ACTIVITY:
Set the listing down again, exactly as it stands below.

EXTRACTED ENTRIES:

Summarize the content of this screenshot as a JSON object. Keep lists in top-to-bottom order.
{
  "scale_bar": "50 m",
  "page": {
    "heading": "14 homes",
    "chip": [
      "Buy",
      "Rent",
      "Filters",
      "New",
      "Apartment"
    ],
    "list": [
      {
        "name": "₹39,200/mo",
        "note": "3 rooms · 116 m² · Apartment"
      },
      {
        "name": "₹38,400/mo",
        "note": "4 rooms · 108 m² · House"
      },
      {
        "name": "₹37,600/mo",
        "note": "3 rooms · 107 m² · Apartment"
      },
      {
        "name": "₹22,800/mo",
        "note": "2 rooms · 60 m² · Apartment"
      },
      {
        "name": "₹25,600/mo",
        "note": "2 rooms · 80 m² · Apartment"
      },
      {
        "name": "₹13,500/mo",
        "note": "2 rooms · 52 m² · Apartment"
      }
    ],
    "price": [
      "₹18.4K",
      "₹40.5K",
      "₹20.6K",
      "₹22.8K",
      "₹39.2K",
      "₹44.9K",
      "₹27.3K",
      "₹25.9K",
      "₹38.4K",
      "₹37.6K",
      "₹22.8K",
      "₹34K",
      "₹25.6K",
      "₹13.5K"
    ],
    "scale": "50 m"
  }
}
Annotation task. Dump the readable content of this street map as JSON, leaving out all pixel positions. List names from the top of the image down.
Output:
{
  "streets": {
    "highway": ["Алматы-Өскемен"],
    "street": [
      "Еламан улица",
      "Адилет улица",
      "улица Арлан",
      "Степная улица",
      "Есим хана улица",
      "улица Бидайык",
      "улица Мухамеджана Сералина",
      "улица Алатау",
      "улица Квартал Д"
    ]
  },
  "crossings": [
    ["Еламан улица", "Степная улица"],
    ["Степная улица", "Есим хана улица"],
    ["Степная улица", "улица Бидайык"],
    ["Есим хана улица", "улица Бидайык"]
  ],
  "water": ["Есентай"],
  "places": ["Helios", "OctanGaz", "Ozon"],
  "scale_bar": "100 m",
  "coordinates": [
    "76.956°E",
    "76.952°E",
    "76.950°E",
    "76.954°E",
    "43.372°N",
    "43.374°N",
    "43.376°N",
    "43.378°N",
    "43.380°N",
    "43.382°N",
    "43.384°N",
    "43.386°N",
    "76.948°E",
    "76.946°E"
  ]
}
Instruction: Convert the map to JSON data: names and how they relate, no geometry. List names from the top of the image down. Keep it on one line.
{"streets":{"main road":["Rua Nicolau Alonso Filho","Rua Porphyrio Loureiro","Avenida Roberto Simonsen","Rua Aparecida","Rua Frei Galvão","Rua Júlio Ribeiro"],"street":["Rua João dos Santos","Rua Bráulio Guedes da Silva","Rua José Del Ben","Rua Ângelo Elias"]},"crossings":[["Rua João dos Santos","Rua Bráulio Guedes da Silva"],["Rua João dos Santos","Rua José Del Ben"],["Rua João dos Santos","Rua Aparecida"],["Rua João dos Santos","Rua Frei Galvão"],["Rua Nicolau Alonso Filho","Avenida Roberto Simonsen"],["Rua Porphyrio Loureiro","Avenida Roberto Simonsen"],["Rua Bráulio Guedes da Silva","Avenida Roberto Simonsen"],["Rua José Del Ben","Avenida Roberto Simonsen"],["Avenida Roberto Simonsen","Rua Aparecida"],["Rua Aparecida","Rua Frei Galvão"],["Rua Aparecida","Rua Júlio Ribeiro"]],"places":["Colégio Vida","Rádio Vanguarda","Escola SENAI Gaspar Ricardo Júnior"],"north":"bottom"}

ANSWER BOX:
Summarize the content of this screenshot as a JSON object. Keep lists in top-to-bottom order.
{
  "scale_bar": "50 m",
  "page": {
    "heading": "14 homes",
    "chip": [
      "Buy",
      "Rent",
      "Filters",
      "New",
      "Apartment"
    ],
    "list": [
      {
        "name": "₹39,200/mo",
        "note": "3 rooms · 116 m² · Apartment"
      },
      {
        "name": "₹38,400/mo",
        "note": "4 rooms · 108 m² · House"
      },
      {
        "name": "₹37,600/mo",
        "note": "3 rooms · 107 m² · Apartment"
      },
      {
        "name": "₹22,800/mo",
        "note": "2 rooms · 60 m² · Apartment"
      },
      {
        "name": "₹25,600/mo",
        "note": "2 rooms · 80 m² · Apartment"
      },
      {
        "name": "₹13,500/mo",
        "note": "2 rooms · 52 m² · Apartment"
      }
    ],
    "price": [
      "₹18.4K",
      "₹40.5K",
      "₹20.6K",
      "₹22.8K",
      "₹39.2K",
      "₹44.9K",
      "₹27.3K",
      "₹25.9K",
      "₹38.4K",
      "₹37.6K",
      "₹22.8K",
      "₹34K",
      "₹25.6K",
      "₹13.5K"
    ],
    "scale": "50 m"
  }
}
Annotation task. Dump the readable content of this street map as JSON, leaving out all pixel positions. List names from the top of the image down.
Output:
{
  "streets": {
    "highway": ["Алматы-Өскемен"],
    "street": [
      "Еламан улица",
      "Адилет улица",
      "улица Арлан",
      "Степная улица",
      "Есим хана улица",
      "улица Бидайык",
      "улица Мухамеджана Сералина",
      "улица Алатау",
      "улица Квартал Д"
    ]
  },
  "crossings": [
    ["Еламан улица", "Степная улица"],
    ["Степная улица", "Есим хана улица"],
    ["Степная улица", "улица Бидайык"],
    ["Есим хана улица", "улица Бидайык"]
  ],
  "water": ["Есентай"],
  "places": ["Helios", "OctanGaz", "Ozon"],
  "scale_bar": "100 m",
  "coordinates": [
    "76.956°E",
    "76.952°E",
    "76.950°E",
    "76.954°E",
    "43.372°N",
    "43.374°N",
    "43.376°N",
    "43.378°N",
    "43.380°N",
    "43.382°N",
    "43.384°N",
    "43.386°N",
    "76.948°E",
    "76.946°E"
  ]
}
Instruction: Convert the map to JSON data: names and how they relate, no geometry. List names from the top of the image down. Keep it on one line.
{"streets":{"main road":["Rua Nicolau Alonso Filho","Rua Porphyrio Loureiro","Avenida Roberto Simonsen","Rua Aparecida","Rua Frei Galvão","Rua Júlio Ribeiro"],"street":["Rua João dos Santos","Rua Bráulio Guedes da Silva","Rua José Del Ben","Rua Ângelo Elias"]},"crossings":[["Rua João dos Santos","Rua Bráulio Guedes da Silva"],["Rua João dos Santos","Rua José Del Ben"],["Rua João dos Santos","Rua Aparecida"],["Rua João dos Santos","Rua Frei Galvão"],["Rua Nicolau Alonso Filho","Avenida Roberto Simonsen"],["Rua Porphyrio Loureiro","Avenida Roberto Simonsen"],["Rua Bráulio Guedes da Silva","Avenida Roberto Simonsen"],["Rua José Del Ben","Avenida Roberto Simonsen"],["Avenida Roberto Simonsen","Rua Aparecida"],["Rua Aparecida","Rua Frei Galvão"],["Rua Aparecida","Rua Júlio Ribeiro"]],"places":["Colégio Vida","Rádio Vanguarda","Escola SENAI Gaspar Ricardo Júnior"],"north":"bottom"}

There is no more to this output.